#### PROBLEM TO WORK ON
Quote the records that follow in full, leaving the pictures out.

#### DATA EXCERPTS

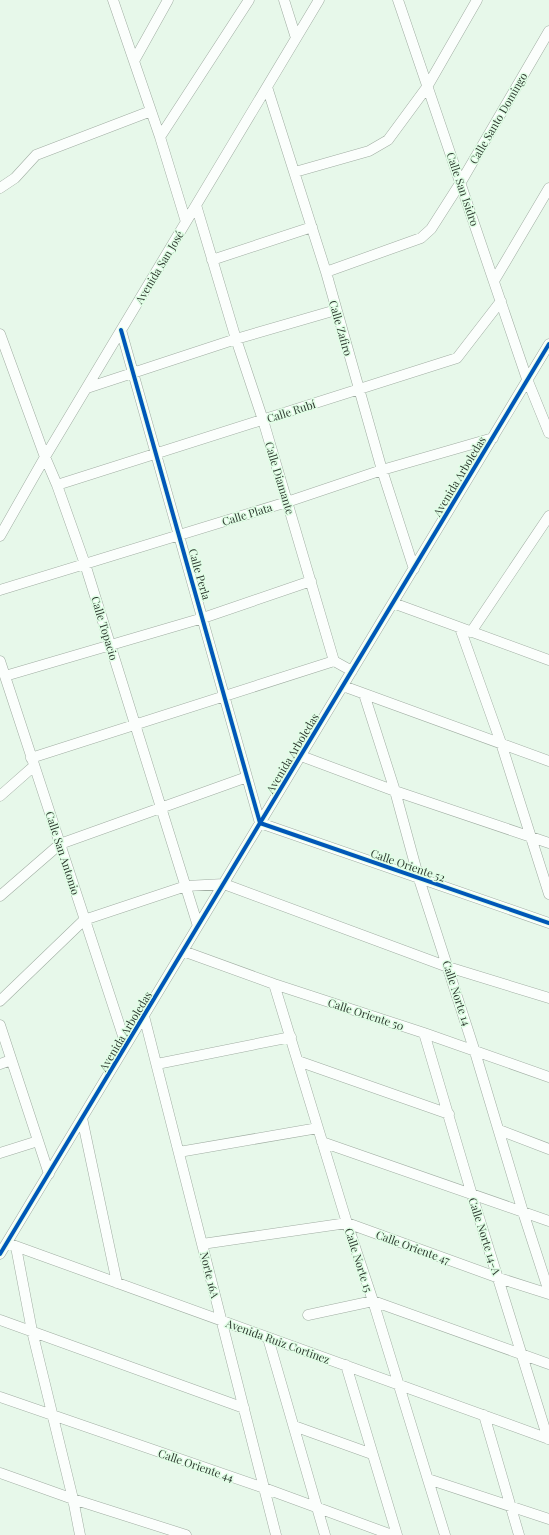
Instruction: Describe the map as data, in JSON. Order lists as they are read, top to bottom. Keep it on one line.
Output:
{"streets":{"street":["Calle Santo Domingo","Calle San Isidro","Avenida San José","Calle Zafiro","Calle Rubí","Avenida Arboledas","Calle Diamante","Calle Plata","Calle Perla","Calle Topacio","Calle San Antonio","Calle Oriente 52","Calle Norte 14","Calle Oriente 50","Calle Norte 14-A","Calle Oriente 47","Calle Norte 15","Norte 16A","Avenida Ruiz Cortinez","Calle Oriente 44"]},"crossings":[["Calle Santo Domingo","Calle San Isidro"],["Calle Santo Domingo","Calle Zafiro"],["Calle San Isidro","Calle Rubí"],["Calle San Isidro","Avenida Arboledas"],["Avenida San José","Calle Zafiro"],["Avenida San José","Calle Diamante"],["Avenida San José","Calle Perla"],["Avenida San José","Calle Topacio"],["Calle Zafiro","Calle Rubí"],["Calle Zafiro","Avenida Arboledas"],["Calle Zafiro","Calle Plata"],["Calle Rubí","Calle Diamante"],["Calle Rubí","Calle Perla"],["Calle Rubí","Calle Topacio"],["Avenida Arboledas","Calle Plata"],["Avenida Arboledas","Calle Perla"],["Avenida Arboledas","Calle Topacio"],["Avenida Arboledas","Calle San Antonio"],["Avenida Arboledas","Calle Oriente 52"],["Avenida Arboledas","Calle Oriente 50"],["Avenida Arboledas","Norte 16A"],["Avenida Arboledas","Avenida Ruiz Cortinez"],["Calle Diamante","Calle Plata"],["Calle Plata","Calle Perla"],["Calle Plata","Calle Topacio"],["Calle Perla","Calle Oriente 52"],["Calle Oriente 52","Calle Norte 14"],["Calle Norte 14","Calle Oriente 50"],["Calle Norte 14","Calle Oriente 47"],["Calle Oriente 50","Calle Norte 14-A"],["Calle Oriente 50","Calle Norte 15"],["Calle Norte 14-A","Calle Oriente 47"],["Calle Norte 14-A","Avenida Ruiz Cortinez"],["Calle Oriente 47","Calle Norte 15"],["Calle Oriente 47","Norte 16A"],["Calle Norte 15","Avenida Ruiz Cortinez"],["Norte 16A","Avenida Ruiz Cortinez"],["Norte 16A","Calle Oriente 44"]]}
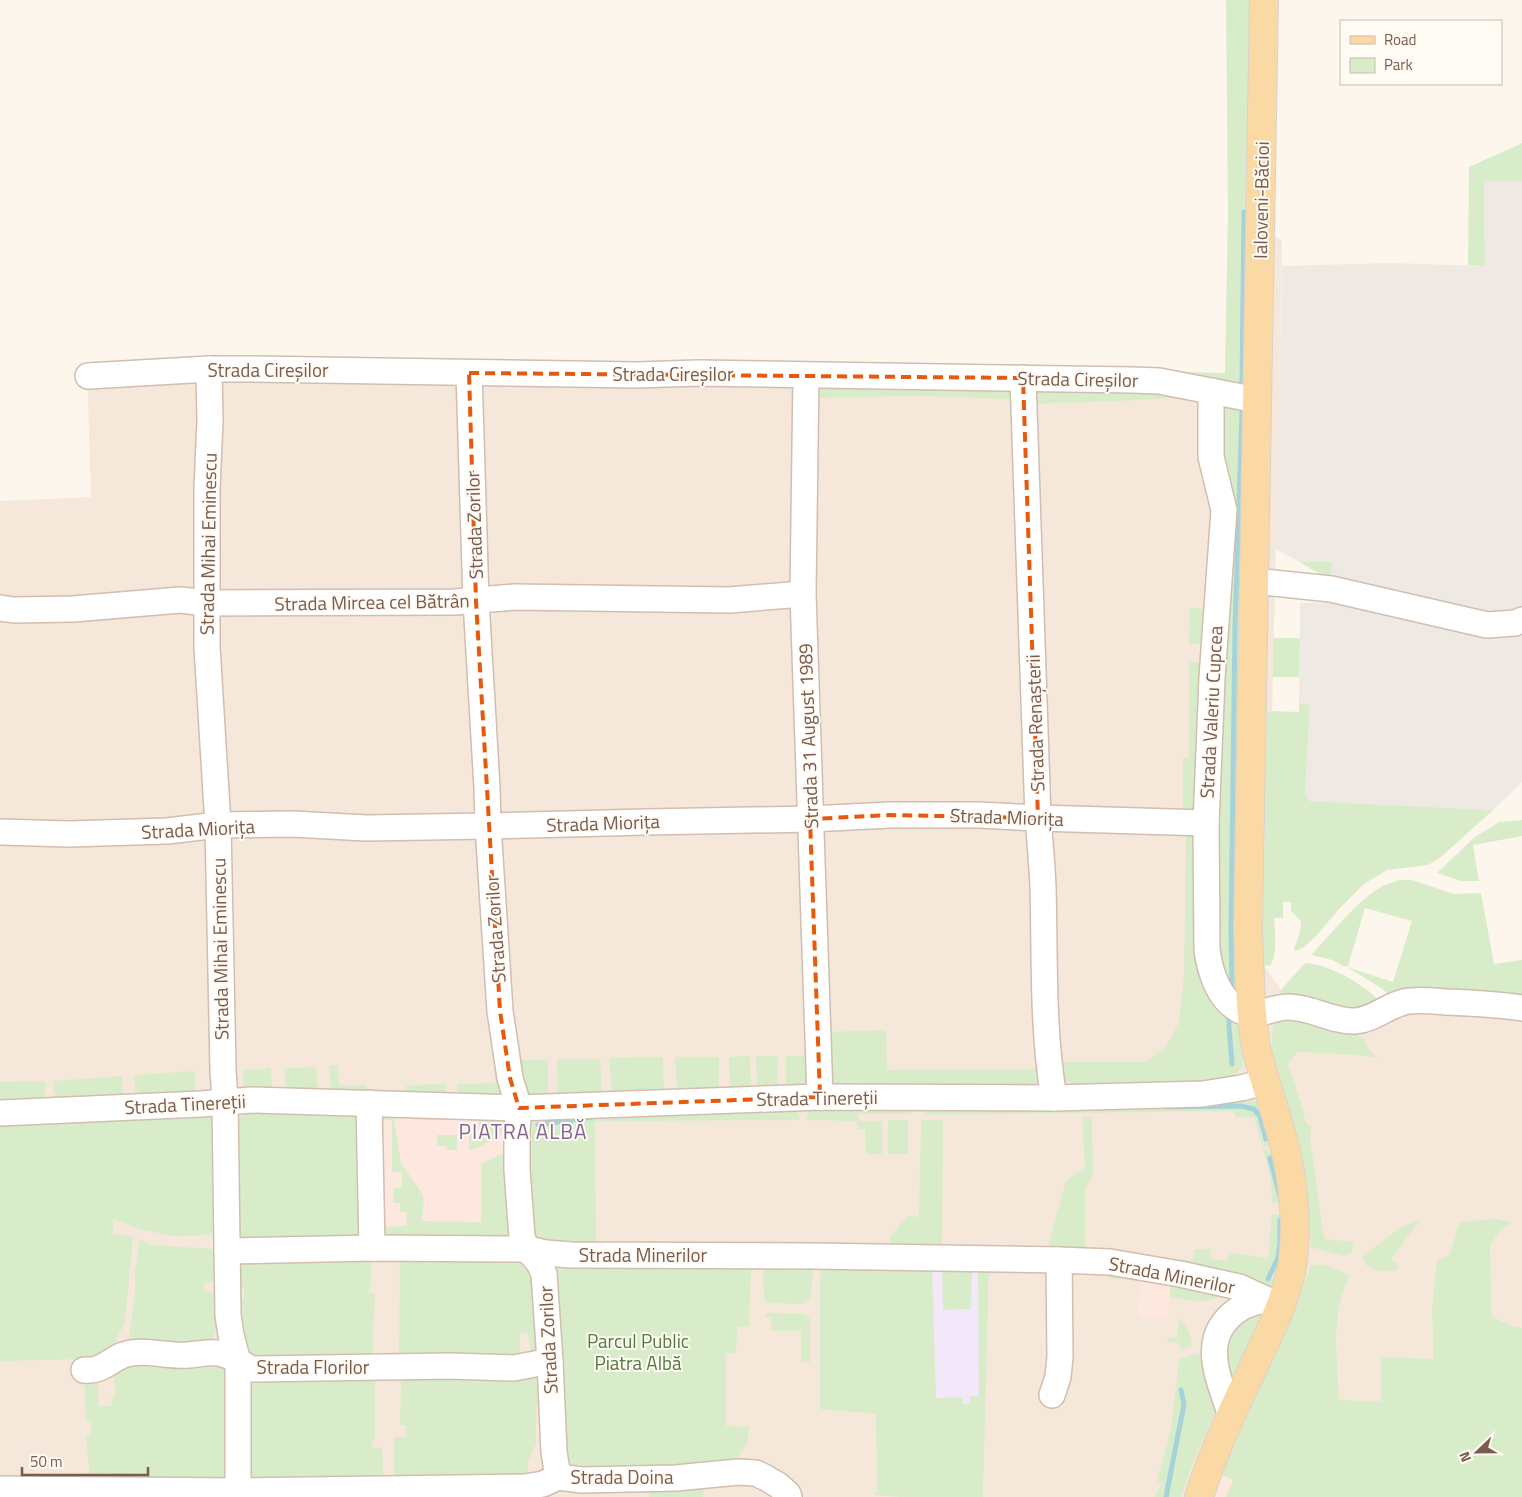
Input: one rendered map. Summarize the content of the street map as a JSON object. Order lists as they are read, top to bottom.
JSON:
{
  "streets": {
    "main road": ["Ialoveni-Băcioi", "Strada Valeriu Cupcea"],
    "street": [
      "Strada Cireşilor",
      "Strada Zorilor",
      "Strada Mihai Eminescu",
      "Strada Mircea cel Bătrân",
      "Strada Renaşterii",
      "Strada 31 August 1989",
      "Strada Mioriţa",
      "Strada Tinereţii",
      "Strada Minerilor",
      "Strada Florilor",
      "Strada Doina"
    ]
  },
  "crossings": [
    ["Ialoveni-Băcioi", "Strada Cireşilor"],
    ["Ialoveni-Băcioi", "Strada Valeriu Cupcea"],
    ["Strada Cireşilor", "Strada Zorilor"],
    ["Strada Cireşilor", "Strada Mihai Eminescu"],
    ["Strada Cireşilor", "Strada Valeriu Cupcea"],
    ["Strada Cireşilor", "Strada Renaşterii"],
    ["Strada Cireşilor", "Strada 31 August 1989"],
    ["Strada Zorilor", "Strada Mircea cel Bătrân"],
    ["Strada Zorilor", "Strada Mioriţa"],
    ["Strada Zorilor", "Strada Tinereţii"],
    ["Strada Zorilor", "Strada Minerilor"],
    ["Strada Zorilor", "Strada Florilor"],
    ["Strada Zorilor", "Strada Doina"],
    ["Strada Mihai Eminescu", "Strada Mircea cel Bătrân"],
    ["Strada Mihai Eminescu", "Strada Mioriţa"],
    ["Strada Mihai Eminescu", "Strada Tinereţii"],
    ["Strada Mihai Eminescu", "Strada Minerilor"],
    ["Strada Mihai Eminescu", "Strada Florilor"],
    ["Strada Mihai Eminescu", "Strada Doina"],
    ["Strada Mircea cel Bătrân", "Strada 31 August 1989"],
    ["Strada Valeriu Cupcea", "Strada Mioriţa"],
    ["Strada Valeriu Cupcea", "Strada Tinereţii"],
    ["Strada Valeriu Cupcea", "Strada Minerilor"],
    ["Strada Renaşterii", "Strada Mioriţa"],
    ["Strada Renaşterii", "Strada Tinereţii"],
    ["Strada 31 August 1989", "Strada Mioriţa"],
    ["Strada 31 August 1989", "Strada Tinereţii"]
  ],
  "districts": ["PIATRA ALBĂ"],
  "parks": ["Parcul Public Piatra Albă"],
  "legend": ["Road", "Park"],
  "scale_bar": "50 m",
  "north": "left"
}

#### ANSWER AREA
Instruction: Describe the map as data, in JSON. Order lists as they are read, top to bottom. Keep it on one line.
Output:
{"streets":{"street":["Calle Santo Domingo","Calle San Isidro","Avenida San José","Calle Zafiro","Calle Rubí","Avenida Arboledas","Calle Diamante","Calle Plata","Calle Perla","Calle Topacio","Calle San Antonio","Calle Oriente 52","Calle Norte 14","Calle Oriente 50","Calle Norte 14-A","Calle Oriente 47","Calle Norte 15","Norte 16A","Avenida Ruiz Cortinez","Calle Oriente 44"]},"crossings":[["Calle Santo Domingo","Calle San Isidro"],["Calle Santo Domingo","Calle Zafiro"],["Calle San Isidro","Calle Rubí"],["Calle San Isidro","Avenida Arboledas"],["Avenida San José","Calle Zafiro"],["Avenida San José","Calle Diamante"],["Avenida San José","Calle Perla"],["Avenida San José","Calle Topacio"],["Calle Zafiro","Calle Rubí"],["Calle Zafiro","Avenida Arboledas"],["Calle Zafiro","Calle Plata"],["Calle Rubí","Calle Diamante"],["Calle Rubí","Calle Perla"],["Calle Rubí","Calle Topacio"],["Avenida Arboledas","Calle Plata"],["Avenida Arboledas","Calle Perla"],["Avenida Arboledas","Calle Topacio"],["Avenida Arboledas","Calle San Antonio"],["Avenida Arboledas","Calle Oriente 52"],["Avenida Arboledas","Calle Oriente 50"],["Avenida Arboledas","Norte 16A"],["Avenida Arboledas","Avenida Ruiz Cortinez"],["Calle Diamante","Calle Plata"],["Calle Plata","Calle Perla"],["Calle Plata","Calle Topacio"],["Calle Perla","Calle Oriente 52"],["Calle Oriente 52","Calle Norte 14"],["Calle Norte 14","Calle Oriente 50"],["Calle Norte 14","Calle Oriente 47"],["Calle Oriente 50","Calle Norte 14-A"],["Calle Oriente 50","Calle Norte 15"],["Calle Norte 14-A","Calle Oriente 47"],["Calle Norte 14-A","Avenida Ruiz Cortinez"],["Calle Oriente 47","Calle Norte 15"],["Calle Oriente 47","Norte 16A"],["Calle Norte 15","Avenida Ruiz Cortinez"],["Norte 16A","Avenida Ruiz Cortinez"],["Norte 16A","Calle Oriente 44"]]}
Input: one rendered map. Summarize the content of the street map as a JSON object. Order lists as they are read, top to bottom.
JSON:
{
  "streets": {
    "main road": ["Ialoveni-Băcioi", "Strada Valeriu Cupcea"],
    "street": [
      "Strada Cireşilor",
      "Strada Zorilor",
      "Strada Mihai Eminescu",
      "Strada Mircea cel Bătrân",
      "Strada Renaşterii",
      "Strada 31 August 1989",
      "Strada Mioriţa",
      "Strada Tinereţii",
      "Strada Minerilor",
      "Strada Florilor",
      "Strada Doina"
    ]
  },
  "crossings": [
    ["Ialoveni-Băcioi", "Strada Cireşilor"],
    ["Ialoveni-Băcioi", "Strada Valeriu Cupcea"],
    ["Strada Cireşilor", "Strada Zorilor"],
    ["Strada Cireşilor", "Strada Mihai Eminescu"],
    ["Strada Cireşilor", "Strada Valeriu Cupcea"],
    ["Strada Cireşilor", "Strada Renaşterii"],
    ["Strada Cireşilor", "Strada 31 August 1989"],
    ["Strada Zorilor", "Strada Mircea cel Bătrân"],
    ["Strada Zorilor", "Strada Mioriţa"],
    ["Strada Zorilor", "Strada Tinereţii"],
    ["Strada Zorilor", "Strada Minerilor"],
    ["Strada Zorilor", "Strada Florilor"],
    ["Strada Zorilor", "Strada Doina"],
    ["Strada Mihai Eminescu", "Strada Mircea cel Bătrân"],
    ["Strada Mihai Eminescu", "Strada Mioriţa"],
    ["Strada Mihai Eminescu", "Strada Tinereţii"],
    ["Strada Mihai Eminescu", "Strada Minerilor"],
    ["Strada Mihai Eminescu", "Strada Florilor"],
    ["Strada Mihai Eminescu", "Strada Doina"],
    ["Strada Mircea cel Bătrân", "Strada 31 August 1989"],
    ["Strada Valeriu Cupcea", "Strada Mioriţa"],
    ["Strada Valeriu Cupcea", "Strada Tinereţii"],
    ["Strada Valeriu Cupcea", "Strada Minerilor"],
    ["Strada Renaşterii", "Strada Mioriţa"],
    ["Strada Renaşterii", "Strada Tinereţii"],
    ["Strada 31 August 1989", "Strada Mioriţa"],
    ["Strada 31 August 1989", "Strada Tinereţii"]
  ],
  "districts": ["PIATRA ALBĂ"],
  "parks": ["Parcul Public Piatra Albă"],
  "legend": ["Road", "Park"],
  "scale_bar": "50 m",
  "north": "left"
}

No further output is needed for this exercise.